I wrote:
>> The minimum-refactoring solution to this would be to tweak
>> pg_do_encoding_conversion() so that if the src_encoding is SQL_ASCII but
>> the dest_encoding isn't, it does pg_verify_mbstr() rather than nothing.

>> I'm not sure if this would break anything we need to have work,
>> though.  Thoughts?  Do we want to back-patch such a change?

> I looked through all the callers of pg_do_encoding_conversion(), and
> AFAICS this change is a good idea.  There are a whole bunch of places
> that use pg_do_encoding_conversion() to convert from the database encoding
> to encoding X (most usually UTF8), and right now if you do that in a
> SQL_ASCII database you have no assurance whatever that what is produced
> is actually valid in encoding X.  I think we need to close that loophole.

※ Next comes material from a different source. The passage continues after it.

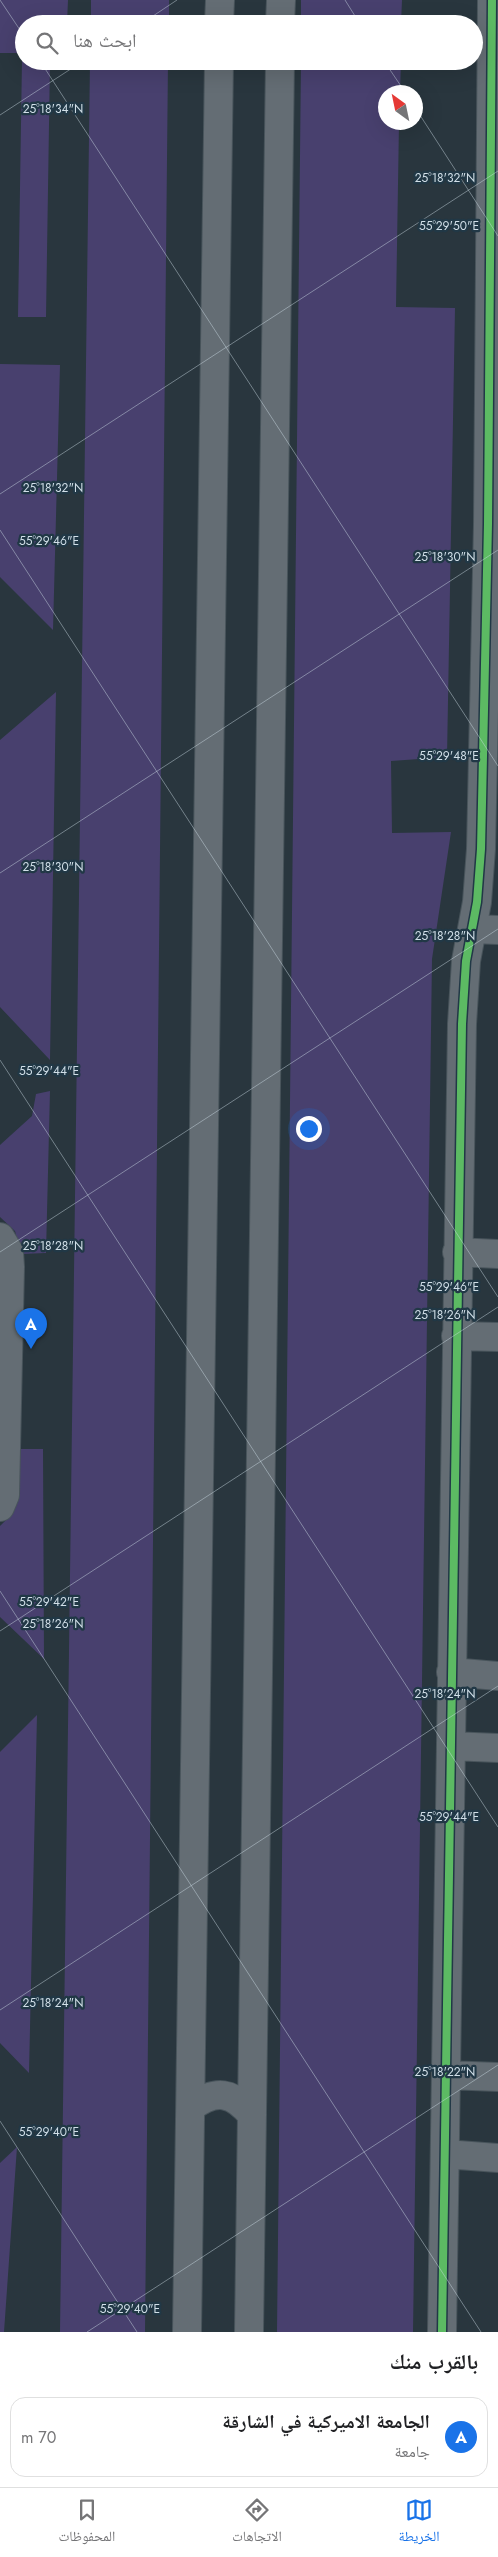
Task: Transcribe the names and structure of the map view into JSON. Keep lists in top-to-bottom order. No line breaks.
{"north":"top left","page":{"search":"ابحث هنا","pins":"A","heading":"بالقرب منك","list":[{"mark":"A","name":"الجامعة الاميركية في الشارقة","note":"جامعة","value":"70 m"}],"nav":["الخريطة","الاتجاهات","المحفوظات"]},"coordinates":["25°18'34\"N","25°18'32\"N","55°29'50\"E","55°29'46\"E","25°18'30\"N","55°29'48\"E","25°18'28\"N","55°29'44\"E","25°18'26\"N","55°29'42\"E","25°18'24\"N","25°18'22\"N","55°29'40\"E"]}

The more I looked into mbutils.c, the less happy I got.  The attached
proposed patch takes care of the missing-verification hole in
pg_do_encoding_conversion() and pg_server_to_any(), and also gets rid
of what I believe to be obsolete provisions in pg_do_encoding_conversion
to "work" if called outside a transaction --- if you consider it working
to completely fail to honor its API contract.  That should no longer be
necessary now that we perform client<->server encoding conversions via
perform_default_encoding_conversion rather than here.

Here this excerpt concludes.